Not that this series needed any more added weirdness. It’s the first World Series ever in which the home team has lost all six games so far, something nobody can really explain.
“It’s weird, really,” Martinez said. “I mean, we can’t explain it. I know we were trying to win games at home and just couldn’t do it. We came here today and, like I say, behind Stephen Strasburg we played really well.”
Now yesterday’s game is in the books, it’s all about going 1-0 one last time this season.
“We’re going to Game 7,” he said. “It’s a lot of fun. Let’s come back tomorrow and do it again.”
The Nationals’ prospects in the fateful Game 7 received a huge boost yesterday afternoon when Max Scherzer, who was scratched from his original Game 5 assignment, was not only able to throw on flat ground but also warmed up in the bullpen during Game 6.
Martinez confirmed after Game 6 that Scherzer was his starter for the do-or-die game providing that he woke up and didn’t have the same issues he did on Sunday.
But assuming all is well with the right-hander in the morning, it’s going to be quite the sight to behold. Scherzer gutting it out through the pain in the biggest game of his life.
“That’s what you live for,” Scherzer said of starting in Game 7. “For me, I need to get in my pregame routine right now, and that’s where I’m at mentally, here we go.”
Scherzer delivered a special outing earlier in the season when he was sporting a broken nose, dominating the Philadelphia Phillies over seven scoreless innings, striking out 10.
You know the outing was good when it just gets referred to as “The Black Eye Game” now.
If he can gut it through a broken nose, you can bet that he is going to grind through this spasm issue. One way or another, it’s going to be must-watch TV for every baseball fan.
“It’s going to be crazy,” Adam Eaton told reporters after Tuesday’s game. “I’m excited. I think I’ve told many people it’s going to be must-see. Max, after he’s been almost pronounced dead has now been revived by our medical staff, it’s going to be fun.”
Though Scherzer may end up being the main attraction tonight, the Nationals are likely to need all 25 — yes, that might include Strasburg in relief — to come out on top.
More often than not this year, those players have thrived when the lights are brightest, so they’re more than ready for one last rodeo on the biggest stage of all in Houston.
“We’re excited,” Eaton said. “It’s been quite the road, but to end on a game seven is going to be hopefully well-scripted.”
As it has been all season, the fairytale for Ryan Zimmerman being on this stage after 15 seasons with the team is a major storyline. Now, he gets to play in Game 7 of the World Series.

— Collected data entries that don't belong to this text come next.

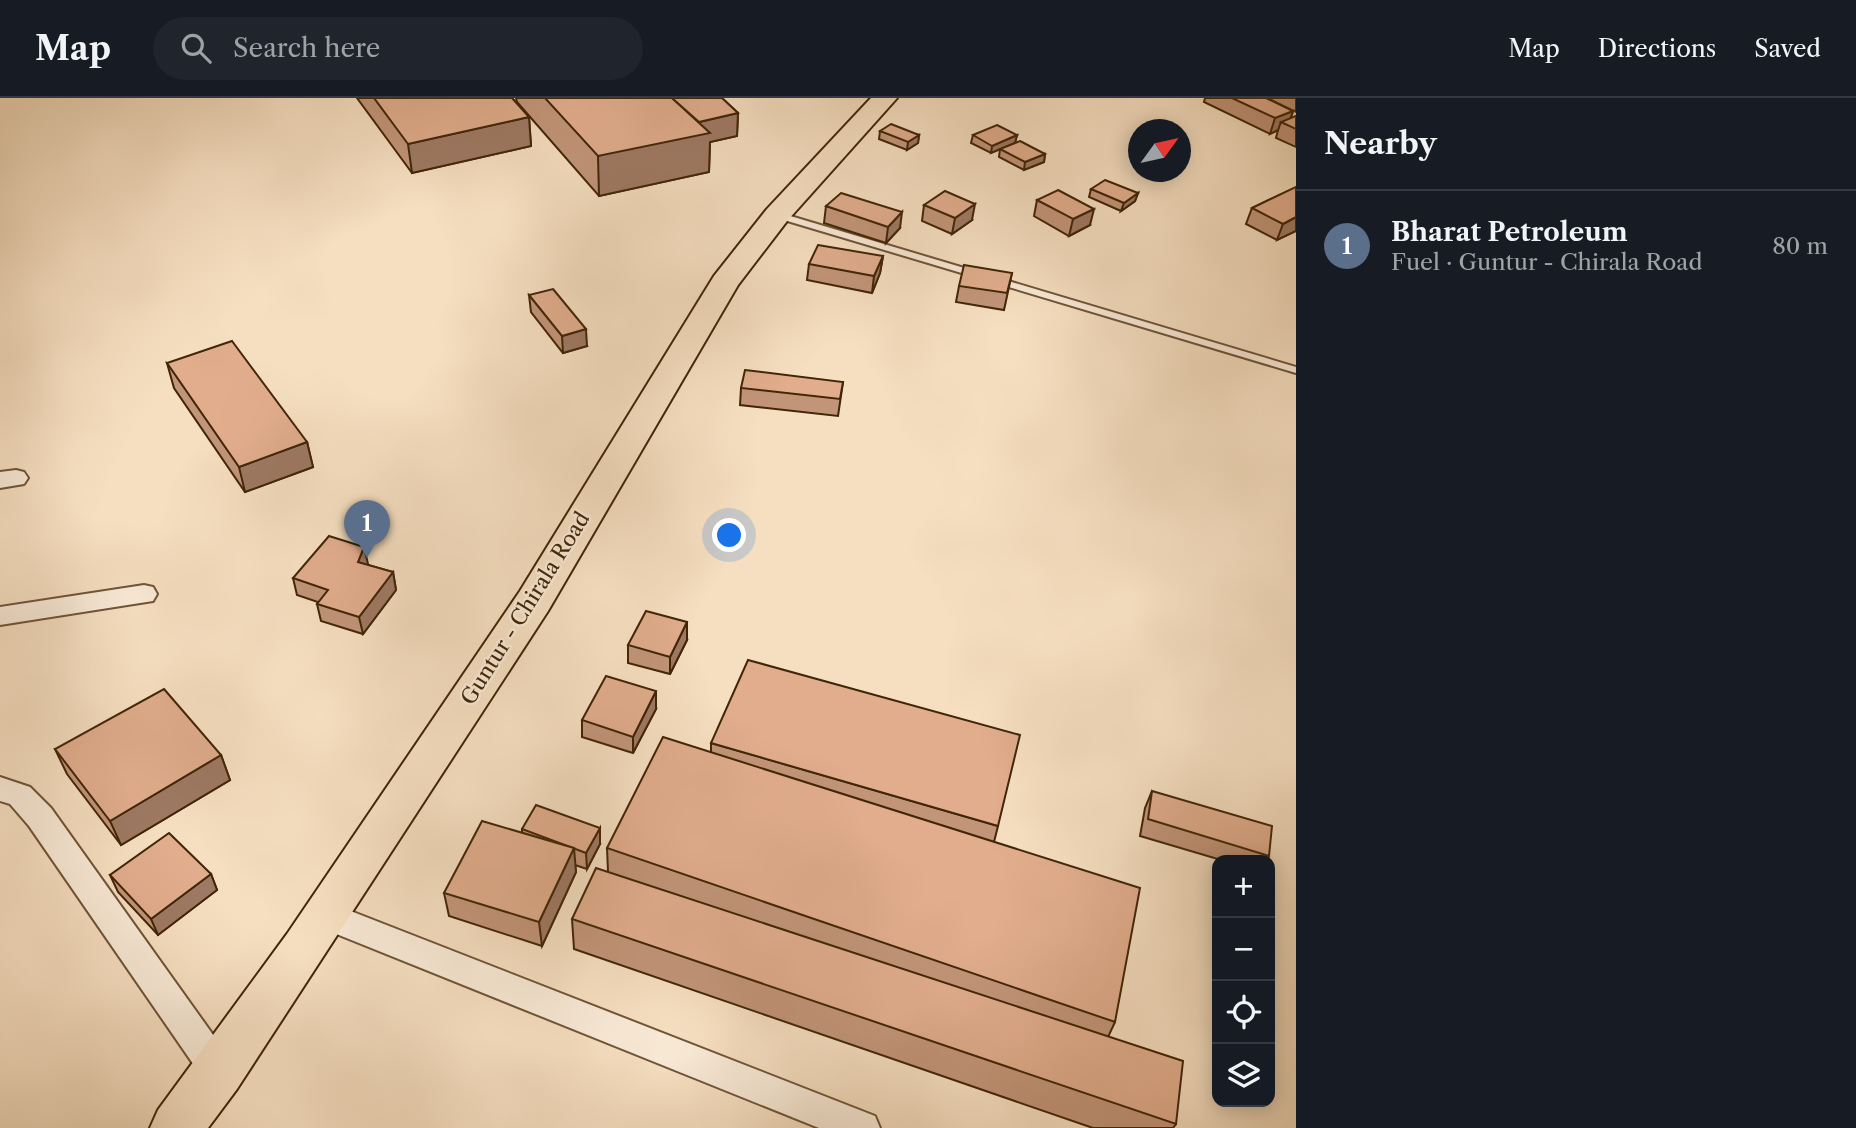 <!DOCTYPE html>
<html lang="en">
<head>
<meta charset="utf-8">
<style>
	body { margin:0; font-family:"Libre Caslon Text",serif; background:#20242c; color:#f1f3f6 }
	.controls { position:absolute; right:21px; bottom:21px; display:grid; overflow:hidden; border-radius:14px; box-shadow:0 4px 18px #0003 }
	.controls button { width:63px; height:63px; display:grid; place-items:center; padding:0; border:0; border-bottom:2px solid #363941; background:#171b24; color:#f1f3f6; font:35px sans-serif }
	.compass { position:absolute; left:1128px; top:21px; width:63px; height:63px; border-radius:50%; background:#171b24; box-shadow:0 4px 18px #0003; rotate:57deg }
	.you { position:absolute; left:730px; top:438px; width:24px; height:24px; margin:-18px; border:5px solid #fff; border-radius:50%; background:#1a73e8; box-shadow:0 0 0 10px #1a73e833 }
	.badge { display:grid; place-items:center; width:46px; height:46px; border-radius:50%; background:#0f766e; color:#fff; font-size:23px; font-weight:700 }
	.pin { position:absolute; translate:-50% -58px; filter:drop-shadow(0 2px 4px #0008) }
	.pin::after { content:''; position:absolute; top:37px; width:24px; height:21px; background:inherit; clip-path:polygon(0 0,100% 0,50% 100%) }
	.list { margin:0; padding:0; list-style:none }
	h2 { display:flex; justify-content:space-between; align-items:center; height:91px; margin:0; padding:0 28px; font-size:30px }
	h2 small { font-size:23px; font-weight:400; color:#9ea1a6 }
	.list li { display:grid; grid-template-columns:46px 1fr auto; gap:21px; align-items:center; box-sizing:border-box; height:112px; padding:0 28px; border-top:2px solid #363941 }
	.list b { display:block; font-size:26px; white-space:nowrap }
	.list p { margin:0; font-size:23px; white-space:nowrap; color:#9ea1a6 }
	.list em { font-size:23px; font-style:normal; color:#9ea1a6 }
	.icon { flex:none; width:38px; height:38px; fill:none; stroke:currentColor; stroke-width:2; stroke-linecap:round; stroke-linejoin:round }
	.map { position:relative; flex:none; width:1296px; height:1030px; overflow:hidden }
	header { display:flex; align-items:center; gap:42px; box-sizing:border-box; height:98px; padding:0 35px; background:#171b24; border-bottom:2px solid #363941 }
	header strong { font-size:33px }
	nav { display:flex; gap:38px; margin-inline-start:auto; font-size:24px }
	.search { width:490px; height:63px; background:#20242c; display:flex; align-items:center; gap:18px; box-sizing:border-box; padding:0 24px; border-radius:38px; color:#9ea1a6; font-size:26px }
	main { display:flex }
	aside { flex:1; background:#171b24 }
	.map>svg:first-child { display:block }
</style>
</head>
<body>
<header>
<strong>Map</strong>
<div class="search"><svg class="icon" aria-label="search" viewBox="0 0 24 24"><circle cx="10" cy="10" r="6"/><path d="M15 15l6 6"/></svg>Search here</div>
<nav><a>Map</a><a>Directions</a><a>Saved</a></nav>
</header>
<main>
<div class="map">
<svg width="1296" height="1030" viewBox="0 0 1296 1030">
	<rect width="100%" height="100%" fill="#f6dfc1"/>
	<filter id="stains"><feTurbulence type="fractalNoise" baseFrequency=".00286" numOctaves="4"/><feColorMatrix values="0 0 0 0 .2 0 0 0 0 .09 0 0 0 0 .02 0 0 0 .5 -.17"/></filter>
	<radialGradient id="worn" r=".72"><stop offset=".6" stop-color="#630" stop-opacity="0"/><stop offset="1" stop-color="#630" stop-opacity=".3"/></radialGradient>
	<g fill="none" stroke-linecap="round" stroke-linejoin="round">
		<defs>
			<g id="lane">
				<path d="M777,114L981,175L983,177L978,180L975,179L774,119V115Z"/>
				<path d="M995,179L1296,269V275L992,184L990,182Z"/>
			</g>
			<g id="street">
				<path d="M16,372L24,374L28,380L24,386L0,390V374Z"/>
				<path d="M144,487L153,489L157,496L153,503L0,527V509Z"/>
				<path d="M0,679L30,689L51,710L231,962L236,974L231,986L219,990L207,986L29,728L10,706L0,703Z"/>
				<path d="M325,803L875,1018L880,1030H819L314,827L309,817L314,807Z"/>
			</g>
			<path id="primary" d="M871,0H897L787,123L738,187L548,513L237,991L208,1030H150L158,1012L287,836L520,493L714,178L767,111Z"/>
		</defs>
		<use href="#lane" stroke="#6e5436" stroke-width="4"/>
		<use href="#street" stroke="#6e5436" stroke-width="4"/>
		<use href="#primary" stroke="#402507" stroke-width="4"/>
		<use href="#lane" fill="#f9ead7" fill-rule="evenodd"/>
		<use href="#street" fill="#f9ead7" fill-rule="evenodd"/>
		<use href="#primary" fill="#f6dfc1" fill-rule="evenodd"/>
	</g>
	<g fill="#c29579" stroke="#402507" stroke-width="2">
		<path d="M357,0H512L529,19L531,48L412,75Z"/>
		<path d="M516,0H722L738,15L737,38L710,44L709,74L599,98L517,4Z"/>
		<path d="M1205,0H1266L1293,13L1291,20L1296,18V49L1276,40L1278,32L1270,36L1204,4Z"/>
		<path d="M1267,0H1296V14Z"/>
		<path d="M880,33L919,37L918,45L907,52L879,41Z"/>
		<path d="M973,37H1017L1015,45L1045,56L1044,64L1024,72L999,59L1000,51L991,55L971,45Z"/>
		<path d="M1296,89V133L1277,142L1246,126L1252,110Z"/>
		<path d="M1091,91L1138,95L1135,103L1121,113L1089,99Z"/>
		<path d="M1037,102L1090,127L1069,138L1034,118Z"/>
		<path d="M924,107L972,122L952,136L922,123Z"/>
		<path d="M826,108L900,130L886,145L824,125Z"/>
		<path d="M883,158L880,175L872,195L807,182L809,166Z"/>
		<path d="M1012,175L1004,212L956,204L959,188Z"/>
		<path d="M529,197L587,248L563,255L531,214Z"/>
		<path d="M167,265L307,344L313,369L245,394L174,290Z"/>
		<path d="M843,284L838,318L740,307L741,290Z"/>
		<path d="M368,467L393,474L396,492L363,536L321,523L317,506L318,504L297,497L293,480Z"/>
		<path d="M687,542L670,576L628,565V547Z"/>
		<path d="M656,611L633,655L582,639V622Z"/>
		<path d="M711,645L998,728L994,744L1115,924L1108,939L1176,1026L1173,1030H1093L574,851L572,821L608,774L607,750L711,654Z"/>
		<path d="M55,651L221,657L230,682L121,747L67,676Z"/>
		<path d="M1152,693L1269,758L1267,762H1221L1140,738L1145,710Z"/>
		<path d="M522,731L600,746L587,771L575,767L576,774L542,848L449,818L444,795L522,735Z"/>
		<path d="M211,776L217,792L158,837L118,794L110,777Z"/>
	</g>
	<g fill="#9e7963" stroke="#402507" stroke-width="2">
		<path d="M1293,13L1288,27L1281,24L1278,32L1270,36L1275,20Z"/>
		<path d="M738,15L737,38L710,44L709,74L599,98L598,58L691,26Z"/>
		<path d="M529,19L531,48L412,75L408,46Z"/>
		<path d="M919,37L918,45L907,52L908,44Z"/>
		<path d="M1017,37L1015,45L991,55L992,48Z"/>
		<path d="M1045,56L1044,64L1024,72L1025,64Z"/>
		<path d="M1138,95L1135,103L1121,113L1124,105Z"/>
		<path d="M975,106L972,122L952,136L955,120Z"/>
		<path d="M1094,111L1090,127L1069,138L1073,121Z"/>
		<path d="M902,114L900,130L886,145L888,129Z"/>
		<path d="M1296,119V133L1277,142L1283,126Z"/>
		<path d="M883,158L880,175L872,195L874,178Z"/>
		<path d="M586,231L587,248L563,255L562,238Z"/>
		<path d="M307,344L313,369L245,394L239,369Z"/>
		<path d="M364,449L368,466L362,481L358,464Z"/>
		<path d="M393,474L396,492L363,536L359,519Z"/>
		<path d="M687,524V542L670,576V559Z"/>
		<path d="M656,593V611L633,655V639Z"/>
		<path d="M221,657L230,682L121,747L110,723Z"/>
		<path d="M600,730V746L587,771L586,755Z"/>
		<path d="M574,750L576,774L542,848L539,824Z"/>
		<path d="M211,776L217,792L158,837L151,821Z"/>
	</g>
	<g fill="#e1ad8d" stroke="#402507" stroke-width="2">
		<path d="M374,0H512L529,19L408,46Z"/>
		<path d="M545,0H672L710,35L598,58Z"/>
		<path d="M672,0H722L738,15L699,24Z"/>
		<path d="M1232,0H1266L1293,13L1275,20Z"/>
		<path d="M1296,18V31L1281,24Z"/>
		<path d="M891,26L919,37L908,44L880,33Z"/>
		<path d="M997,27L1017,37L992,48L973,37Z"/>
		<path d="M1020,43L1045,56L1025,64L1000,51Z"/>
		<path d="M1105,82L1138,95L1124,105L1091,91Z"/>
		<path d="M1296,89V119L1283,126L1252,110Z"/>
		<path d="M1058,92L1094,111L1073,121L1037,102Z"/>
		<path d="M945,93L975,106L955,120L924,107Z"/>
		<path d="M841,95L902,114L888,129L826,108Z"/>
		<path d="M818,147L883,158L874,178L809,166Z"/>
		<path d="M964,167L1012,175L1007,195L959,188Z"/>
		<path d="M553,191L586,231L562,238L529,197Z"/>
		<path d="M232,243L307,344L239,369L167,265Z"/>
		<path d="M745,272L843,284L840,301L741,290Z"/>
		<path d="M329,438L364,449L358,464L393,474L359,519L317,506L328,492L293,480Z"/>
		<path d="M646,513L687,524L670,559L628,547Z"/>
		<path d="M748,562L1020,637L998,728L711,645Z"/>
		<path d="M606,578L656,593L633,639L582,622Z"/>
		<path d="M164,591L221,657L110,723L55,651Z"/>
		<path d="M663,639L1140,790L1115,924L607,750Z"/>
		<path d="M1152,693L1272,728L1269,758L1148,721Z"/>
		<path d="M536,707L600,730L586,755L522,731Z"/>
		<path d="M482,723L574,750L539,824L444,795Z"/>
		<path d="M169,735L211,776L151,821L110,777Z"/>
		<path d="M596,770L1183,963L1176,1026L572,821Z"/>
	</g>
	<g text-anchor="middle" dominant-baseline="central" stroke-width="5" stroke-linejoin="round" paint-order="stroke">
		<g font-size="21" fill="#402507" stroke="#f9ead7">
			<text transform="translate(525 510) rotate(-58)">Guntur - Chirala Road</text>
		</g>
	</g>
	<rect width="100%" height="100%" filter="url(#stains)"/>
	<rect width="100%" height="100%" fill="url(#worn)"/>
</svg>
<div class="controls">
<button>+</button>
<button>−</button>
<button><svg class="icon" aria-label="locate" viewBox="0 0 24 24"><circle cx="12" cy="12" r="6"/><path d="M12 2v4M12 18v4M2 12h4M18 12h4"/></svg></button>
<button><svg class="icon" aria-label="layers" viewBox="0 0 24 24"><path d="M12 4l9 5-9 5-9-5zM3 14l9 5 9-5"/></svg></button>
</div>
<svg class="compass" viewBox="-18 -18 36 36"><path d="M0-13l5 13h-10z" fill="#e53935"/><path d="M0 13l5-13h-10z" fill="#9ea1a6"/></svg>
<div class="you"></div>
<div class="pin badge" style="left:367px;top:460px;background:#5c6f8a">1</div>
</div>
<aside>
<h2>Nearby<small></small></h2>
<ul class="list">
<li><span class="badge" style="background:#5c6f8a">1</span><div><b>Bharat Petroleum</b><p>Fuel · Guntur - Chirala Road</p></div><em>80 m</em></li>
</ul>
</aside>
</main>
</body>
</html>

“It’s what you dream about,” Zimmerman said on Tuesday night.
Though this team has played in and won winner-take-all games this postseason, there’s nothing quite like Game 7. It’s a feeling some players still aren’t quite sure how to handle.
“Well, I don’t know to be honest with you, I’ve never done it,” Zimmerman explained.
“I assume it’s going to pretty similar to the other ones, and that’s kind of what the plan is going to be, to try to treat it like the other games, but if we go out and play good baseball, and do what we’ve done in the games where we’ve won, we’ve got a really good chance to win.”
As the first baseman says, the key is to try to steady the heartbeat and treat it like any other game.
It’s a good job, therefore, that the Nationals have basically been playing playoff games since mid-May. They are well prepared for tonight at 8:08 pm Eastern Time.
Buckle up. Almost every single Game 7 is a wild ride with no way to know what will happen.